__AVAILABLE DATA__
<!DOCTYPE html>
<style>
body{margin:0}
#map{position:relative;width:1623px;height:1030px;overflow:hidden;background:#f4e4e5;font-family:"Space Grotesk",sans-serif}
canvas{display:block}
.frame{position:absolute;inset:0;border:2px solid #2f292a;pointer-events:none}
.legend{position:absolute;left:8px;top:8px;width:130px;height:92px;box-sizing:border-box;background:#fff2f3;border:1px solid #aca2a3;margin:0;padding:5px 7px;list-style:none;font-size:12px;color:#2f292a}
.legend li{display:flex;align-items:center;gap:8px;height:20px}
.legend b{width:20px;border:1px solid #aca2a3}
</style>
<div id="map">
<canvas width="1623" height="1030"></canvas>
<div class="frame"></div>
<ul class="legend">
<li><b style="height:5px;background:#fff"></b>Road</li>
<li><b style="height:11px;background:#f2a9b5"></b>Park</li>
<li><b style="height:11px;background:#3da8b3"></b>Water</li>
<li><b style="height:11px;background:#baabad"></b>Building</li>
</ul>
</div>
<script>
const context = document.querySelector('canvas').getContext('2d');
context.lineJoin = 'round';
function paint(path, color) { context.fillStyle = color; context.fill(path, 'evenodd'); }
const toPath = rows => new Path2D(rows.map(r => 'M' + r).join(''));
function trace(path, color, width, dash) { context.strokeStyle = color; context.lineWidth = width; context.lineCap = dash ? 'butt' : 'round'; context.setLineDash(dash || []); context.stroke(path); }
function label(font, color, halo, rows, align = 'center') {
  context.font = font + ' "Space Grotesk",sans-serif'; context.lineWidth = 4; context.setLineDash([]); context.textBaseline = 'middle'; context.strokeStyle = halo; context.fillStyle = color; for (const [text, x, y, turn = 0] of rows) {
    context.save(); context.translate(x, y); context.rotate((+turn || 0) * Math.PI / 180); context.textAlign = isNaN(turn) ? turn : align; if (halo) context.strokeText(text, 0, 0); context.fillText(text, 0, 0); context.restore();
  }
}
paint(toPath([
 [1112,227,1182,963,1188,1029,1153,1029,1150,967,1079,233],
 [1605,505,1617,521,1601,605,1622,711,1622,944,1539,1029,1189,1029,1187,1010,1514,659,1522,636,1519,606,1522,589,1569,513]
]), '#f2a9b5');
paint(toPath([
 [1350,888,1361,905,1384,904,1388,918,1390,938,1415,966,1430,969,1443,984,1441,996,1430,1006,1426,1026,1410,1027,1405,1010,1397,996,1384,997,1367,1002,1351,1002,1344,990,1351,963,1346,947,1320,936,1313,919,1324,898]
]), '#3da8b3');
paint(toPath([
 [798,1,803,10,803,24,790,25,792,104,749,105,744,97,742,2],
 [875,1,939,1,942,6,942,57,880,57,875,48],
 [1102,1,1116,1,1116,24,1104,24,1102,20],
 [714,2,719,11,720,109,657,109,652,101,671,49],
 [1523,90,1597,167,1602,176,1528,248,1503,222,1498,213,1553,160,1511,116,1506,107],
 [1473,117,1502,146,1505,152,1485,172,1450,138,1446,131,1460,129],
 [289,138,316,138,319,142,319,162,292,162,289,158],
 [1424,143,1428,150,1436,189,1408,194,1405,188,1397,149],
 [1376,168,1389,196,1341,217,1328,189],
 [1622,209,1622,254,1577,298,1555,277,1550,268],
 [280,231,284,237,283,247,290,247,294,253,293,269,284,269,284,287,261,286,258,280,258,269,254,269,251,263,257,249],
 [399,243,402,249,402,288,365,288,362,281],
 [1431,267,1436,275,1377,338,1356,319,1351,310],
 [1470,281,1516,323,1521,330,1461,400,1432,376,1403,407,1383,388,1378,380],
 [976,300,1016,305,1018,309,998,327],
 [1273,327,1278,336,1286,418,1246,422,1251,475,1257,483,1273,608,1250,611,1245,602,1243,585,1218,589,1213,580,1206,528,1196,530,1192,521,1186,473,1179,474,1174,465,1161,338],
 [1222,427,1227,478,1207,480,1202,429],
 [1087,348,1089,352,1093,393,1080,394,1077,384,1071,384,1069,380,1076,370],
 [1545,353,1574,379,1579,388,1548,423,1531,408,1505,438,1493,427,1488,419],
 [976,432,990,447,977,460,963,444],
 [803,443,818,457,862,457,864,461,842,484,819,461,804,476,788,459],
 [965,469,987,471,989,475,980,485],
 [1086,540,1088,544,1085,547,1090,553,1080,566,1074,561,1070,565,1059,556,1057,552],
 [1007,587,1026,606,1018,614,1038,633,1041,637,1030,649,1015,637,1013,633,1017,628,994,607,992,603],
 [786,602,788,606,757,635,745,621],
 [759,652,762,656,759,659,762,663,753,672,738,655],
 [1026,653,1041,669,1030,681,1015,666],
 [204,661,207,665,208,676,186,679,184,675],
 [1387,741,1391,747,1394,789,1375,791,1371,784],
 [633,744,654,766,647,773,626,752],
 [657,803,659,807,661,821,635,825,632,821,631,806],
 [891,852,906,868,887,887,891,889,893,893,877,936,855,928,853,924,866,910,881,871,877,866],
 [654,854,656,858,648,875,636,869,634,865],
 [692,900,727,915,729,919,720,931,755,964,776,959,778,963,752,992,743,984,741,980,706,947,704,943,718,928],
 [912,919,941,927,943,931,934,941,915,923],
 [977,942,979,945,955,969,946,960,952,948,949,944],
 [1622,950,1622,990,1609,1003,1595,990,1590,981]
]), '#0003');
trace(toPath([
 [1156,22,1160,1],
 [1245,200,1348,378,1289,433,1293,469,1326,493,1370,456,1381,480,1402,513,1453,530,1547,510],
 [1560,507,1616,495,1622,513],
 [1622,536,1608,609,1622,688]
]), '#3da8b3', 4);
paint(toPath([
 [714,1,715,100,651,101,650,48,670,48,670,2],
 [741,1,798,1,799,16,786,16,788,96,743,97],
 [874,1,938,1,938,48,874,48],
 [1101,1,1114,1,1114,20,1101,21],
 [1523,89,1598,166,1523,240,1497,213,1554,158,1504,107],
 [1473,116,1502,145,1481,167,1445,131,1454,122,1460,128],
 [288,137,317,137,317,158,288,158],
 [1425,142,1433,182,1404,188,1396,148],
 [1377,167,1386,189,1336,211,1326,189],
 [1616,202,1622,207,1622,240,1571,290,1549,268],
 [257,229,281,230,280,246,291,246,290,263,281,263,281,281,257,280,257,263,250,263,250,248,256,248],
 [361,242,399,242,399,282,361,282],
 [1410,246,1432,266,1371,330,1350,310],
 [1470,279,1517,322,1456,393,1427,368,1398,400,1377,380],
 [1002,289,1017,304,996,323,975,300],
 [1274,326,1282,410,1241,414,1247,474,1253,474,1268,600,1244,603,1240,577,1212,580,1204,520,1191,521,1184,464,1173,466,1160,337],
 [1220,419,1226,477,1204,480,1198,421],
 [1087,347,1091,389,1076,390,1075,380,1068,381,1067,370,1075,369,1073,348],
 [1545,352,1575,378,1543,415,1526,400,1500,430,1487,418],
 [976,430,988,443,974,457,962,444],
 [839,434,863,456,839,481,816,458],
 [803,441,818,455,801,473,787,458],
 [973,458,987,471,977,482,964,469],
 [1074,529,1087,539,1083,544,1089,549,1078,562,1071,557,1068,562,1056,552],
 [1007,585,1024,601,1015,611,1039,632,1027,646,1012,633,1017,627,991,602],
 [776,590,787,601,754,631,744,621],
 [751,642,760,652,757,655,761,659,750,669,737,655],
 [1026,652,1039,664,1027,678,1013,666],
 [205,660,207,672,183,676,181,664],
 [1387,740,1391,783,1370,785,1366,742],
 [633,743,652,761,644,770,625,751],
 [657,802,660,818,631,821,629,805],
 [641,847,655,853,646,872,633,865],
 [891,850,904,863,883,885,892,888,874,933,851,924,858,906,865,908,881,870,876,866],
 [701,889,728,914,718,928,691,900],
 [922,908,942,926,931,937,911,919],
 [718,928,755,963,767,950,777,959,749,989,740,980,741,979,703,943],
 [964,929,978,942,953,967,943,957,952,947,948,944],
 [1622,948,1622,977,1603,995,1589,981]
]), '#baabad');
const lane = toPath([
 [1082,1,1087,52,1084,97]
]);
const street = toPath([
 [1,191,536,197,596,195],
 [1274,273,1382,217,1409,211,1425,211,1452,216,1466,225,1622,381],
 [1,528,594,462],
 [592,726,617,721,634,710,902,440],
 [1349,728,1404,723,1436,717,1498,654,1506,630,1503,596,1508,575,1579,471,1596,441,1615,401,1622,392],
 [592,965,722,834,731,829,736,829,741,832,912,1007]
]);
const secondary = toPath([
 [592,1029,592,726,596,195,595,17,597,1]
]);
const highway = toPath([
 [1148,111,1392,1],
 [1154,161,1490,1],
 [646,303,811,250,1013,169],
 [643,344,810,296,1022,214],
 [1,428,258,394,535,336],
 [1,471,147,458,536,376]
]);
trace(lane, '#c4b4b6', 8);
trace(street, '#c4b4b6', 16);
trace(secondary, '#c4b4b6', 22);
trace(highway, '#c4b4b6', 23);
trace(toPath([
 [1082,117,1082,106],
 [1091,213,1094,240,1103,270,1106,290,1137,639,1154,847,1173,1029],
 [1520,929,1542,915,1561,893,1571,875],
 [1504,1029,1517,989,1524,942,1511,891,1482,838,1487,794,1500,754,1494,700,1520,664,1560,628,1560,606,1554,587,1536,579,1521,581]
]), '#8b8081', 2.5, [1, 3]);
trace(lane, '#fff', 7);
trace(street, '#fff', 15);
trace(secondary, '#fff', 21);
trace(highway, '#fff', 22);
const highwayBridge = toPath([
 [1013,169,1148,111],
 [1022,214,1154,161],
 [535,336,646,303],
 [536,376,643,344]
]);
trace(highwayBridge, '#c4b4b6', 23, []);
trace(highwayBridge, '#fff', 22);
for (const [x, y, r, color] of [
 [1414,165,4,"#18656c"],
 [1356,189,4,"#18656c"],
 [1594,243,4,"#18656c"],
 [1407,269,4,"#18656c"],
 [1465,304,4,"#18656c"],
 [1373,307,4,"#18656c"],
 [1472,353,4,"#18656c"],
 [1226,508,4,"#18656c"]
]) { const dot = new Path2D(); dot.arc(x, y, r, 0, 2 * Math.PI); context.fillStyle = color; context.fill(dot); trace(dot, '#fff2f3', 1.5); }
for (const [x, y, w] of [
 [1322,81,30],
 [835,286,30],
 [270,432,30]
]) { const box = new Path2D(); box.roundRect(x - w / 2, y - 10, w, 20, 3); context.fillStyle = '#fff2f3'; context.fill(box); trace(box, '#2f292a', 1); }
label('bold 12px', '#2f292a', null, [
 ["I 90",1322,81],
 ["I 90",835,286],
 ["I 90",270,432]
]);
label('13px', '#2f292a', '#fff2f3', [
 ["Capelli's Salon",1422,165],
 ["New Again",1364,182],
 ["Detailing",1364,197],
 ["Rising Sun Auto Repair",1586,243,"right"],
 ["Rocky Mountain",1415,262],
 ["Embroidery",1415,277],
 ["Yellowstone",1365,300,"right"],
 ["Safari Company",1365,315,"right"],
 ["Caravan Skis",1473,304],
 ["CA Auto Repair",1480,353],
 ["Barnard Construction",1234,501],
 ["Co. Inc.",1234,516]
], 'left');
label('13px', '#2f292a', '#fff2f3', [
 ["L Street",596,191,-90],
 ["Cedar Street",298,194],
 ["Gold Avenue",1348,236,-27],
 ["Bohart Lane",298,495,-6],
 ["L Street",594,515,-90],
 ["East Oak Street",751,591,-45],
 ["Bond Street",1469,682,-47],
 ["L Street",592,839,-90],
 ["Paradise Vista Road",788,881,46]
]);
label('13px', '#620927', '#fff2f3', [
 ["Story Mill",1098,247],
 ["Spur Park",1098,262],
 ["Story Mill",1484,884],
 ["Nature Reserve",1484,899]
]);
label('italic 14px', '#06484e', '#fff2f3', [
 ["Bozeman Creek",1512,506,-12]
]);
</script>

__TASK DESCRIPTION__
Lines from the top of the entries above to the line that contains "function label(font, color, halo, rows, align" should be set down exactly, please, with both ends kept and nothing added.

__EXERCISE OUTPUT__
<!DOCTYPE html>
<style>
body{margin:0}
#map{position:relative;width:1623px;height:1030px;overflow:hidden;background:#f4e4e5;font-family:"Space Grotesk",sans-serif}
canvas{display:block}
.frame{position:absolute;inset:0;border:2px solid #2f292a;pointer-events:none}
.legend{position:absolute;left:8px;top:8px;width:130px;height:92px;box-sizing:border-box;background:#fff2f3;border:1px solid #aca2a3;margin:0;padding:5px 7px;list-style:none;font-size:12px;color:#2f292a}
.legend li{display:flex;align-items:center;gap:8px;height:20px}
.legend b{width:20px;border:1px solid #aca2a3}
</style>
<div id="map">
<canvas width="1623" height="1030"></canvas>
<div class="frame"></div>
<ul class="legend">
<li><b style="height:5px;background:#fff"></b>Road</li>
<li><b style="height:11px;background:#f2a9b5"></b>Park</li>
<li><b style="height:11px;background:#3da8b3"></b>Water</li>
<li><b style="height:11px;background:#baabad"></b>Building</li>
</ul>
</div>
<script>
const context = document.querySelector('canvas').getContext('2d');
context.lineJoin = 'round';
function paint(path, color) { context.fillStyle = color; context.fill(path, 'evenodd'); }
const toPath = rows => new Path2D(rows.map(r => 'M' + r).join(''));
function trace(path, color, width, dash) { context.strokeStyle = color; context.lineWidth = width; context.lineCap = dash ? 'butt' : 'round'; context.setLineDash(dash || []); context.stroke(path); }
function label(font, color, halo, rows, align = 'center') {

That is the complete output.